My current method of going through a string conversion works for all floating point literals with less than 15 significant digits of precision, because Double always rounds correctly for these values.
BTW, this is also the reason that @bbrk24's example fails: it requires 20 digits of precision.

Yes, it is unfortunate that some floating point literals just don't work. Maybe a short-term solution for that could be that the compiler could check the amount of significant digits of precision and just reject (or at least warn about) any literals that have more than 15.

But it's also unfortunate, that my literal implementation has to go through a string conversion, so I would also very much support a proper long-term solution where that isn't necessary anymore.

The ideal™ solution would probably be if we could get a type like the following to conform to the _ExpressibleByBuiltinFloatLiteral protocol (of which I don't know if it is possible to do in a source- and ABI-stable manner):

struct FloatLiteralInfo {
let significand: StaticBigInt
let exponent: Int
}

Then we could use this type in the literal initializer and everyone would be happy ;)

struct FloatLiteralInfo {
let significand: StaticBigInt
let exponent: Int
let decimalPoint: Int
let radix: Int // perhaps optional if it is assumed to be base 10
}

With decimal numbers: 1.20e10 and 1.2e10 are actually different numbers with the same exponent but different significands and decimalPoints. We could always truncate trailing zeros and get rid of the decimalPoint field.

I don't exactly know what you mean. AFAIK, every possible value x that can be expressed with a floating point literal has a unique FloatLiteralInfo, where x == significand * 10^exponent (or rather significand * radix^exponent). That means that floating point literals that are written differently could produce the same FloatLiteralInfo, e.g. 1.23e2 and 12.3e1 both produce

Depends on what do you mean by "truncate trailing zeros". For example 0.00 is equal to 0.0000, but in some cases they behave differently. Same thing for 1.00 and 1.0000000 etc.

import Decimal
let precision0 = Decimal128("0.00")!
let precision1 = Decimal128("0.000")!
let d = Decimal128("1234.5678")!
// Python has nice docs for 'quantize':
// https://docs.python.org/3/library/decimal.html#decimal.Decimal.quantize
print(d.quantized(to: precision0, rounding: .towardZero)) // 123456E-2 = 1234.56
print(d.quantized(to: precision1, rounding: .towardZero)) // 1234567E-3 = 1234.567

This is a bit of a made-up case, because for quantization you usually use 0.01 (or 0.0001 etc.) as it is more human-readable. But it still has to be supported.

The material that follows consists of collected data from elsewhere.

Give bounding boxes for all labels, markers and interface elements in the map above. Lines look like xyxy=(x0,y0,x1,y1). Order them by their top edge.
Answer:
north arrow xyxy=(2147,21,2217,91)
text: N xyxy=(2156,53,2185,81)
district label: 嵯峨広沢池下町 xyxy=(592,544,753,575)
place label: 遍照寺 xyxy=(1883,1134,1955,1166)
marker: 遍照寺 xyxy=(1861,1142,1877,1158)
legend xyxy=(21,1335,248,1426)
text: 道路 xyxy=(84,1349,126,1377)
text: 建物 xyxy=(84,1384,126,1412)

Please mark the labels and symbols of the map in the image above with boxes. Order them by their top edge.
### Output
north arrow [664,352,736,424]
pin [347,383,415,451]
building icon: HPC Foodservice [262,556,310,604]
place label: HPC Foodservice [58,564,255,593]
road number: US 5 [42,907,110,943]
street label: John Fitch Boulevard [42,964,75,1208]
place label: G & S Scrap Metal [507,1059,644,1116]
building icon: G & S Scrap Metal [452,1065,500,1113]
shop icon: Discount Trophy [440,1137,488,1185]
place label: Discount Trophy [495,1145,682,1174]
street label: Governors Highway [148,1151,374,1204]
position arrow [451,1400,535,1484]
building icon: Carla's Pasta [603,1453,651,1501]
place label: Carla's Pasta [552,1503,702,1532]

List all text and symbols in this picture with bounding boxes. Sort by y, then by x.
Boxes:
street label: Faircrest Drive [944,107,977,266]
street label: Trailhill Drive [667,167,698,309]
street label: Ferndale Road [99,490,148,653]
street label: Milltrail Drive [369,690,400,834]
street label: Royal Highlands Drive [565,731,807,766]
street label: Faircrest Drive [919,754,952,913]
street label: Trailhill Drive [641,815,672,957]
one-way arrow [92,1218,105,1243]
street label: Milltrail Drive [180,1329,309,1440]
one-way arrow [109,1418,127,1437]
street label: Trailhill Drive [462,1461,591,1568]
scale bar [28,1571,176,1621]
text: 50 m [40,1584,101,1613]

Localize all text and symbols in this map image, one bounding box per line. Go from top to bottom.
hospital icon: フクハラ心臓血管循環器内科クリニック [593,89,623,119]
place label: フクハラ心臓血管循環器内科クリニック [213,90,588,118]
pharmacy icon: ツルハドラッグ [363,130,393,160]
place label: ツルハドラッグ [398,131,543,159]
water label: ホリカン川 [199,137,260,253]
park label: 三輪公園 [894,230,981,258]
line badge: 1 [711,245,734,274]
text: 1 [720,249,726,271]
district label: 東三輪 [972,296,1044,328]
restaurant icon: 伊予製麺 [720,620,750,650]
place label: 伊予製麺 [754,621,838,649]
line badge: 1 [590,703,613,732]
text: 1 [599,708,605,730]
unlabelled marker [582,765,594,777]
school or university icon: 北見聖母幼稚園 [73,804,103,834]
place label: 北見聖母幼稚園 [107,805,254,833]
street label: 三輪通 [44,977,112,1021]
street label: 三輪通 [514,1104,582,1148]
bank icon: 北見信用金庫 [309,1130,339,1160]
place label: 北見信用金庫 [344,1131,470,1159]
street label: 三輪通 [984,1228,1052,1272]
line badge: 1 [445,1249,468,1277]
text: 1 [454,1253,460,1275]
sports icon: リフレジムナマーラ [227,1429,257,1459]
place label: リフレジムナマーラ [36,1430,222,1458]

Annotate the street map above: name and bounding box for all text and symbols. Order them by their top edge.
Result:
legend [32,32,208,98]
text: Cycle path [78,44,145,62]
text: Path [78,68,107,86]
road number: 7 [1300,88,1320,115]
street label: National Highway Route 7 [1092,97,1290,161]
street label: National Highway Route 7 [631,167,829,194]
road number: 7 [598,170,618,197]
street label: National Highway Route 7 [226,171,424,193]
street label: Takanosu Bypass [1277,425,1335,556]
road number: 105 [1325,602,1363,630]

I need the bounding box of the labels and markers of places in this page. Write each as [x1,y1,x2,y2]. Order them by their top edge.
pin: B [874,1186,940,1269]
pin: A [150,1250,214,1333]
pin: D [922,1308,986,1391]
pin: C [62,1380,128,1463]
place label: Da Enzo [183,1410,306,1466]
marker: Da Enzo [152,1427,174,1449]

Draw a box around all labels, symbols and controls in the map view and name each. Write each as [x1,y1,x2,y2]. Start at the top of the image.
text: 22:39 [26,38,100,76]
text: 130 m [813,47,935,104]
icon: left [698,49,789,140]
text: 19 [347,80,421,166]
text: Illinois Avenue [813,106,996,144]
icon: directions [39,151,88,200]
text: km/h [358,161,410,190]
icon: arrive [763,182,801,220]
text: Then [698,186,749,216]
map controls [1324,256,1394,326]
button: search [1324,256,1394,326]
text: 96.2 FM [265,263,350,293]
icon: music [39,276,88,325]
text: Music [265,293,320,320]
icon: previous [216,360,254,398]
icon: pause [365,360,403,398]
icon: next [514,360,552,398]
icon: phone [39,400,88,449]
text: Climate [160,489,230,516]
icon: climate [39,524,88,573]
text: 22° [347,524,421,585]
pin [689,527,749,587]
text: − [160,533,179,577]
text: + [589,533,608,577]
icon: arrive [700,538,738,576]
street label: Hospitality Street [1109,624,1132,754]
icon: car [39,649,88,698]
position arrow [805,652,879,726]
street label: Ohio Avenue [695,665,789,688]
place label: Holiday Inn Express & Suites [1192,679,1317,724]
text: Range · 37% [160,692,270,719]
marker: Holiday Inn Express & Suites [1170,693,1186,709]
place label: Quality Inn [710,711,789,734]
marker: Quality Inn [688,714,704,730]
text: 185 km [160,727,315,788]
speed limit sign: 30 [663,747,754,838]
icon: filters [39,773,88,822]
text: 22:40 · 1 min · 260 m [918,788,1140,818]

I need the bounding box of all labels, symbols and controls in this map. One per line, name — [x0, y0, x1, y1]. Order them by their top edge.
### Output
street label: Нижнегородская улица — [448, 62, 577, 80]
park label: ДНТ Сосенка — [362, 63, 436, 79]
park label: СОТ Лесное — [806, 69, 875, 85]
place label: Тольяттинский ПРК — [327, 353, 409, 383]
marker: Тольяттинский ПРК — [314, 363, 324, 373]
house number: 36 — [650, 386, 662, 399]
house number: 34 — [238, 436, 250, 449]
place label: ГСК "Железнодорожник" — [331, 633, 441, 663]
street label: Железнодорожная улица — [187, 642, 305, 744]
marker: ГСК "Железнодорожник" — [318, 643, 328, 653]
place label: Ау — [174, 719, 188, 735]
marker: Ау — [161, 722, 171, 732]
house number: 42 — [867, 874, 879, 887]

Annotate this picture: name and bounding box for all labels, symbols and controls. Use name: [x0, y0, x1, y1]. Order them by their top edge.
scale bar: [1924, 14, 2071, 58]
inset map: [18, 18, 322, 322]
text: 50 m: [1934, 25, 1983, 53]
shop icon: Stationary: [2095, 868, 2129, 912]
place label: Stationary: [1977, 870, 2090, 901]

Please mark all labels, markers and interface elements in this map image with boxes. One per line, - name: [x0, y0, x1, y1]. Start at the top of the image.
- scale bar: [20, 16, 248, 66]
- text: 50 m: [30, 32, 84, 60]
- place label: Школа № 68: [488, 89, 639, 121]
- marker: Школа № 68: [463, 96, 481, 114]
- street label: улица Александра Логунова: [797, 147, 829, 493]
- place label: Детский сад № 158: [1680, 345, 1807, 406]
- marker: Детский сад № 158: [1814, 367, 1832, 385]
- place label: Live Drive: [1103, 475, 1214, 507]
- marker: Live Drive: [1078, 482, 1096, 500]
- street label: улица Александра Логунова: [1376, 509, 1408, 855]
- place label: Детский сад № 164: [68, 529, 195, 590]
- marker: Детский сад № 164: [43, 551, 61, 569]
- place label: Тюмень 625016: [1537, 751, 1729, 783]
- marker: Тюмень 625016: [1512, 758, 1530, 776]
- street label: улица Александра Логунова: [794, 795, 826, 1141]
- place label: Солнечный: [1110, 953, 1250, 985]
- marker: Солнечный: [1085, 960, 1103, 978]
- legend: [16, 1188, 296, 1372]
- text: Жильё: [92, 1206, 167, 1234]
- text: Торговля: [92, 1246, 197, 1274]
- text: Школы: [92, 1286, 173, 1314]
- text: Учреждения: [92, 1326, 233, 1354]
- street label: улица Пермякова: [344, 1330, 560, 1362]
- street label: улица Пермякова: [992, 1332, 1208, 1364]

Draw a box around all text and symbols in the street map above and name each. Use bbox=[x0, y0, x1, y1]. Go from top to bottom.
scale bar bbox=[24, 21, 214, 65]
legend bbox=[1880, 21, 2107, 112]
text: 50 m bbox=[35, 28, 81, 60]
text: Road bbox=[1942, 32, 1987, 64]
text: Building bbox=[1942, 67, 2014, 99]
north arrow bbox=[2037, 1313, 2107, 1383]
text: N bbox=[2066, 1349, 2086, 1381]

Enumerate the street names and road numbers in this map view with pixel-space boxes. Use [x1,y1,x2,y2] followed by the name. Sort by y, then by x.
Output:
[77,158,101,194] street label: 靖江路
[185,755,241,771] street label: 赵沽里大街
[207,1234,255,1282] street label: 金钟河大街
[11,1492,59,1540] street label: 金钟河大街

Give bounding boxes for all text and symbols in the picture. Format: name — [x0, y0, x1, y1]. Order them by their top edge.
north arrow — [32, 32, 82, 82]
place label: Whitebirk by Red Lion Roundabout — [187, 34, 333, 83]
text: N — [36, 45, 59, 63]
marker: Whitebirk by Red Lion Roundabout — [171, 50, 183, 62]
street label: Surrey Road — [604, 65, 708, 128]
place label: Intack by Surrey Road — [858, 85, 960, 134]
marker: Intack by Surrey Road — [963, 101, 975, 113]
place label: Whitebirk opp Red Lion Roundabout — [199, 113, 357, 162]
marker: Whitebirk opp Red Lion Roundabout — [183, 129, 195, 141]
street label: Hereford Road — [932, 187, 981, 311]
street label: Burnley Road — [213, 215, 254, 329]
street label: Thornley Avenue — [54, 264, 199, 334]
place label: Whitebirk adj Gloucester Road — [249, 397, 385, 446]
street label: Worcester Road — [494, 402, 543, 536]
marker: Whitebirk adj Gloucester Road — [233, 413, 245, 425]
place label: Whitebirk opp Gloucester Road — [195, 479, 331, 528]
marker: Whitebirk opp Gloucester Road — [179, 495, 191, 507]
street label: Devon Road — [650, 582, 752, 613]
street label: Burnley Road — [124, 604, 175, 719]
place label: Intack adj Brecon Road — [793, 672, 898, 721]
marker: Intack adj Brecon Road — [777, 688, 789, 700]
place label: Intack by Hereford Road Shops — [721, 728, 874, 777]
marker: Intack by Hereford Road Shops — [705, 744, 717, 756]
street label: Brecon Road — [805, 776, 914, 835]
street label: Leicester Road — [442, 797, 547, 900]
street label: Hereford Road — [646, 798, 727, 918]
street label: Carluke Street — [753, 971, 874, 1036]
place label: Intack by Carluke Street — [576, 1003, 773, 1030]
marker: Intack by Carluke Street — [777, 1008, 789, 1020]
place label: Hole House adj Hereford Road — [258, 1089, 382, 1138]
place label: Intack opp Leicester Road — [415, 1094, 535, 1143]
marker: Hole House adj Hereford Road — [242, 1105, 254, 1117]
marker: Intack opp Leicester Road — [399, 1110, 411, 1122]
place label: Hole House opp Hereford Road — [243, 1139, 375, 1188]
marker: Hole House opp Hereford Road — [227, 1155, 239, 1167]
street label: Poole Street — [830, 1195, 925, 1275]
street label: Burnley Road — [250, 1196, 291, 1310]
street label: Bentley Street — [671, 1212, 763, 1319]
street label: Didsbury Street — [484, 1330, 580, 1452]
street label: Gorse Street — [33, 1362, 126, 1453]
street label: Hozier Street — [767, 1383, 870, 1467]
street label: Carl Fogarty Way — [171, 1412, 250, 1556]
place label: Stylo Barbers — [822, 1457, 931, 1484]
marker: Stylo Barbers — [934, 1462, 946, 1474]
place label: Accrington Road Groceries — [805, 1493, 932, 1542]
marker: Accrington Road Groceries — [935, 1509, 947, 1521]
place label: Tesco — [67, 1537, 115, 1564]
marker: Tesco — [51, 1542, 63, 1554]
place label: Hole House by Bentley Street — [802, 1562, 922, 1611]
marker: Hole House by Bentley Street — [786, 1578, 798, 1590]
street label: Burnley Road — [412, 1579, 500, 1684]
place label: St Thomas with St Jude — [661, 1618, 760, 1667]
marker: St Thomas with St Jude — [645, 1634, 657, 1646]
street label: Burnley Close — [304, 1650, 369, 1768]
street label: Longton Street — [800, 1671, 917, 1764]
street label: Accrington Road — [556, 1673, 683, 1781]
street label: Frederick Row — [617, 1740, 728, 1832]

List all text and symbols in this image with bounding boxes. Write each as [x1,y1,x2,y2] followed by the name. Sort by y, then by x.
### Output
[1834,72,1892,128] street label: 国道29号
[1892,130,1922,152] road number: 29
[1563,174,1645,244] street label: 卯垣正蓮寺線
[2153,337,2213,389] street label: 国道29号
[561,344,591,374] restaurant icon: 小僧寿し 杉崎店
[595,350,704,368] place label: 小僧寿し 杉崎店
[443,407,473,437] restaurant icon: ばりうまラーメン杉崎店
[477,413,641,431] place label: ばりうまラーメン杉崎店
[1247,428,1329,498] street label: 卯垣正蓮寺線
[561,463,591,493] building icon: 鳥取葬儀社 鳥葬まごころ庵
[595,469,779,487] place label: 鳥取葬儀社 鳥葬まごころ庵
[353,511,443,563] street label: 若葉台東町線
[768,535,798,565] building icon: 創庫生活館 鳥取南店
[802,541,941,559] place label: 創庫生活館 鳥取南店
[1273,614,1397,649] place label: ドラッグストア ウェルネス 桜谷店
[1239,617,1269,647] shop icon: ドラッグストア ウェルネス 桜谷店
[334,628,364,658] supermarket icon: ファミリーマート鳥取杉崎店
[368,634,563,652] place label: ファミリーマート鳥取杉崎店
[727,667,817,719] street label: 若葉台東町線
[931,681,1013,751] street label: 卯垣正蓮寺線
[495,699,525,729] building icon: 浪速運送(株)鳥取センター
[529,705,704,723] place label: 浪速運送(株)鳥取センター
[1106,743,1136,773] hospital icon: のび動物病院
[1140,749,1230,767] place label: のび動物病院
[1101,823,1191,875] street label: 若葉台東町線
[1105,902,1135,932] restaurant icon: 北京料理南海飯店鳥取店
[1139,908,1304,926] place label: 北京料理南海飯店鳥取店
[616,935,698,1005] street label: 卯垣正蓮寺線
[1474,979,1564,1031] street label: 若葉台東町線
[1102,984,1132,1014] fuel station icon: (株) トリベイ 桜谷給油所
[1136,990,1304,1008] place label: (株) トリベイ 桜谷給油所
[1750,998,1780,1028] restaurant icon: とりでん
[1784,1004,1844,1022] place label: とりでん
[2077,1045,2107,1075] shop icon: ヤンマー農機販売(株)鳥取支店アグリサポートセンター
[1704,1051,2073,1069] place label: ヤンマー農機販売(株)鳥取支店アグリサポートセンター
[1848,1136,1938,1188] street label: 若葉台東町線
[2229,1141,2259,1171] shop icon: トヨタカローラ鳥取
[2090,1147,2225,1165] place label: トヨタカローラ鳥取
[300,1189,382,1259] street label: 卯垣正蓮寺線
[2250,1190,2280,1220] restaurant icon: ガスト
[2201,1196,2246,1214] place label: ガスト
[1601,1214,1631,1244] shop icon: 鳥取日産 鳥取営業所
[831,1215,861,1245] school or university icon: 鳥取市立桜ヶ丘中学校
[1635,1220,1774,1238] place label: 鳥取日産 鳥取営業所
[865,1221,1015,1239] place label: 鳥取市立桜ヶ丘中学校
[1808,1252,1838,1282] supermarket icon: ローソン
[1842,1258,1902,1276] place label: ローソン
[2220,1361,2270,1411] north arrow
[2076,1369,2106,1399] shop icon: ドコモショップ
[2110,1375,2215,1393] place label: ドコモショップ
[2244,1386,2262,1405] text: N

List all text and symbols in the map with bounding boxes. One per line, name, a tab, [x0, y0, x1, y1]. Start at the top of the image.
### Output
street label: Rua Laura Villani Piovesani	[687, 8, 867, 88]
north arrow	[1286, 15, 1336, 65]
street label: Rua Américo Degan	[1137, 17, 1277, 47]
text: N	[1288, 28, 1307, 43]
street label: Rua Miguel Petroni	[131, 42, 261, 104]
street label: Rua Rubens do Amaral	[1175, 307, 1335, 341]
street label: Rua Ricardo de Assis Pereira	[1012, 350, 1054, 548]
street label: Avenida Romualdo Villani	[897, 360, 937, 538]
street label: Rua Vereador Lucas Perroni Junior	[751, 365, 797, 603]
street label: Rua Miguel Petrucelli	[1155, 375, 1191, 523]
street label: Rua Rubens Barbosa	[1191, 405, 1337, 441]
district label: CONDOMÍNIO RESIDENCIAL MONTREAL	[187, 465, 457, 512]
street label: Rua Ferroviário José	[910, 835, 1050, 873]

Precision compiler warnings

Second this.

I would really love to have a compiler warning when the decimal literal is not exactly representable in a given format.

@taylorswift example is a bit unfortunate, but how about:

I wrote the IEEE decimal library (the Oh-my-decimal thingie) -> I know how it works

I started writing the example for the "Truncate trailing zeros" above

I got 1234568E-3 instead of 1234567E-3 for the 0.000 case

WTF?

Reason? I used Decimal32 which has only 7 digits in precision, so the parsed value was 1234568E-3. It is something that we as humans do not think about, we just assume that things work, because this is what we see (WYSIWYG rule).

This could also be a problem for Decimal128 (34 digits in precision) as most of the users do not know that Decimal is a floating point. They just think that it is a big number with decimal base that is used for money. Then they paste e (Euler constant) calculated to 100 digits into their source code. I would really love to see a compiler warning in this case, because the compiler silently changed the value.